You're spot on - Tea is focused on ensuring statistical soundness. Another way to think about this: Tea helps people analyzing data from studies to "maximize internal validity."

I hope to support integration with existing tools/common workflows in the future. Microsoft R Open definitely looks like an interesting target.

It'd be great to follow-up. I visit Microsoft in Redmond periodically. If you're interested, email me! (<my username> at cs.washington.edu)

Cool, I'll shoot you an e-mail. I'm very interested in the Tea project and potentially contributing to it too. It's the sort of thing that could make every working data scientist noticeably more effective at their jobs.

I was thinking about whether it'd be possible to write something like Tea for R, but then I found there is no R package for Z3 nor any other SMT solver! So that would be an extra challenge...

It's an opensource python package that can be used in a jupyter notebook. Source is available at https://github.com/emjun/tea-lang

This looks really useful! Is there a typo in example code, where the 'So' variable is assumed to be normally distributed (I think it's meant to be the 'Prob' variable)?

I tended to avoid statistics in the past, knowing just enough to realise how easy it is to draw wrong or misleading conclusions. I recently had to perform some data analysis and got a bit paralysed at the thought of choosing the wrong approach; something like Tea would have been great, if only to give external validation/justification to the decisions I made.

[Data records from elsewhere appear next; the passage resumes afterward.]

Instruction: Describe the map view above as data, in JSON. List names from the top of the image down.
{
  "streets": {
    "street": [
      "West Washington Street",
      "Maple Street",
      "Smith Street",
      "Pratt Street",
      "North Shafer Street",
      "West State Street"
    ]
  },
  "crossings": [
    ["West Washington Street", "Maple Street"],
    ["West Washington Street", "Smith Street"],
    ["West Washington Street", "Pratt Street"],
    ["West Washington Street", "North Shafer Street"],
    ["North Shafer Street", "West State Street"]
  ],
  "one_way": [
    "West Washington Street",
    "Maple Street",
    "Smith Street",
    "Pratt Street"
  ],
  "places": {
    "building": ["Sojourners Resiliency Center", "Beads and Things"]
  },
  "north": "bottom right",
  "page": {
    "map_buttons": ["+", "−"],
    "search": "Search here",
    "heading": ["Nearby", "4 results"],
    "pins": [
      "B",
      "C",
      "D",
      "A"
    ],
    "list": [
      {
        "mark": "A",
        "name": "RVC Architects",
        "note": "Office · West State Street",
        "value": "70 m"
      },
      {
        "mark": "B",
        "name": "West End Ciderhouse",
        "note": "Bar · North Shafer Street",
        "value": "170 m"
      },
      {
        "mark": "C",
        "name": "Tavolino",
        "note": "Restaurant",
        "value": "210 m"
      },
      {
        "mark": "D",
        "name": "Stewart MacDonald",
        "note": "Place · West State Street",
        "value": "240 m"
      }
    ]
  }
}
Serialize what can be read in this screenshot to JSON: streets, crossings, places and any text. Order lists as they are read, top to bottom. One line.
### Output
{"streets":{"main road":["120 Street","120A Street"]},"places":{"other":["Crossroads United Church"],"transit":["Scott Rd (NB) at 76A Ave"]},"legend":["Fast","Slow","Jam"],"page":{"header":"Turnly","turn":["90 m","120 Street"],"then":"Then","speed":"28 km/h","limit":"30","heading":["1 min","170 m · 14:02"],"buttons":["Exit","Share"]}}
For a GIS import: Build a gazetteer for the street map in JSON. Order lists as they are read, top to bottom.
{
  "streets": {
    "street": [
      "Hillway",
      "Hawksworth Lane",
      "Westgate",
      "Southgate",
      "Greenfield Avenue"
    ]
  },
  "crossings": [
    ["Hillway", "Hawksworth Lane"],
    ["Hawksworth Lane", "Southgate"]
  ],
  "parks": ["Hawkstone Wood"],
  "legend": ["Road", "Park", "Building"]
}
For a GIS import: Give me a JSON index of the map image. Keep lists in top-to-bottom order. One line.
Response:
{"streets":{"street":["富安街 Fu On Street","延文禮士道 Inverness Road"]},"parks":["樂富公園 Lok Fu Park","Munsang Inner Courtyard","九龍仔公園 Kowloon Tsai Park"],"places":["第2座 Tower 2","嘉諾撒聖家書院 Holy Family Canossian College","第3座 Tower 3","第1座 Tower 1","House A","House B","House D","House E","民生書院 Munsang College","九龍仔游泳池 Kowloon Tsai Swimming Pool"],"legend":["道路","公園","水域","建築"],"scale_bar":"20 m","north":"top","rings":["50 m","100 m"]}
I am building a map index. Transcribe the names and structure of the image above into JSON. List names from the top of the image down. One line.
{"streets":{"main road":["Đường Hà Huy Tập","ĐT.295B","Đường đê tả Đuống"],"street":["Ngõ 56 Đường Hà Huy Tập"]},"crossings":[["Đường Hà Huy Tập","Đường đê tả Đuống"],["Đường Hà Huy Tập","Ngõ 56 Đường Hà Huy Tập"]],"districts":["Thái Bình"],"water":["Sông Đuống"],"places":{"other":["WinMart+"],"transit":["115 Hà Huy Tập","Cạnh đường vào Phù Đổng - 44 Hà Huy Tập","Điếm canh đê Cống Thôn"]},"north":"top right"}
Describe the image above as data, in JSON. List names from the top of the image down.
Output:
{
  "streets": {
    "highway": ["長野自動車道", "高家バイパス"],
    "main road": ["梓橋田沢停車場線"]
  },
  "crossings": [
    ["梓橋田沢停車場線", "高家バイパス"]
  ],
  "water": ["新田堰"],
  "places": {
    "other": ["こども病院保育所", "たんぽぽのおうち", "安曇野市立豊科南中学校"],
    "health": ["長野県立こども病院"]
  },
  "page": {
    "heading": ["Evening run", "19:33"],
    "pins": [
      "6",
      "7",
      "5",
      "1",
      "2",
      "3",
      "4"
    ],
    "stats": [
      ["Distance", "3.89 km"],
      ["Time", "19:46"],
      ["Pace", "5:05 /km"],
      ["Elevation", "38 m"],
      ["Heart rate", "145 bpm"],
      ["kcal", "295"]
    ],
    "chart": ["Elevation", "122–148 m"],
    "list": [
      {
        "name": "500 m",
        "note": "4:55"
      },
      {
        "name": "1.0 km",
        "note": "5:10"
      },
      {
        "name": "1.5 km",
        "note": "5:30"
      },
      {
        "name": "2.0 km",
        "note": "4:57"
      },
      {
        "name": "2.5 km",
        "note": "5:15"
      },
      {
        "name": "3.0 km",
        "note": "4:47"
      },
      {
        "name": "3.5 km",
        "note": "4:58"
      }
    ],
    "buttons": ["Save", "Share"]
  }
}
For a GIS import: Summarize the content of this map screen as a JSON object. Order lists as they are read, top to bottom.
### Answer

Yes, nice catch! Thanks :) In case you're interested, we want to explore opportunities to expand the "grammar" of assumptions people might want to express.

And, that's our hope. We'd love to increase people's awareness and confidence in their analyses.

There are a few errors in the paper. "HCI" is not defined. Figure 2 refers to independent and dependant variables for an observational study but the text under "Study Design" says it should be "contributor" or "outcome".

The software has zero releases. This doesn't allow comments w.r.t. versions and possible bug fixes.

I like the concept. Adding a graphic representing the model would help make it interpretable by non-numerate stakeholders, such as management. Or politicians (!)

It would be helpful to be able to make some statement on future support....is this going to be around for a few years?

Thanks so much for pointing these out :) Yes, as we speak, I am working on updating the README, supporting docs, and a better website for the language/project. I will let you know once I have these up and running! It would be great to get your feedback.

My plan is to continue building on Tea for at least a few more years and provide support for new use cases, statistical methods, etc. Are there topics/concerns you'd like to see addressed? :)

I read and shared your paper and GitHub link with the rest of my data science team here at Microsoft Azure--we do a lot of hypothesis testing of this nature in our day-to-day work (using R or Python) and a tool like Tea would go a long way in helping us apply stats tests more efficiently and thoroughly. Good to know that you're planning to continue development, we'll be following with interest!

Some other areas to potentially explore could be support for power analysis, sequential analysis and stopping rules, for use in the pre-trial phase of controlled experiments such as A/B tests.

I'd also suggest adding a LICENSE file to your project to clarify how it's allowed to be used.

This is extremely interesting. This paper does a few different things that are worth separating:

1. Structures knowledge about common statistical tests, the assumptions they need to satisfy, and the kinds of problems for which they are appropriate.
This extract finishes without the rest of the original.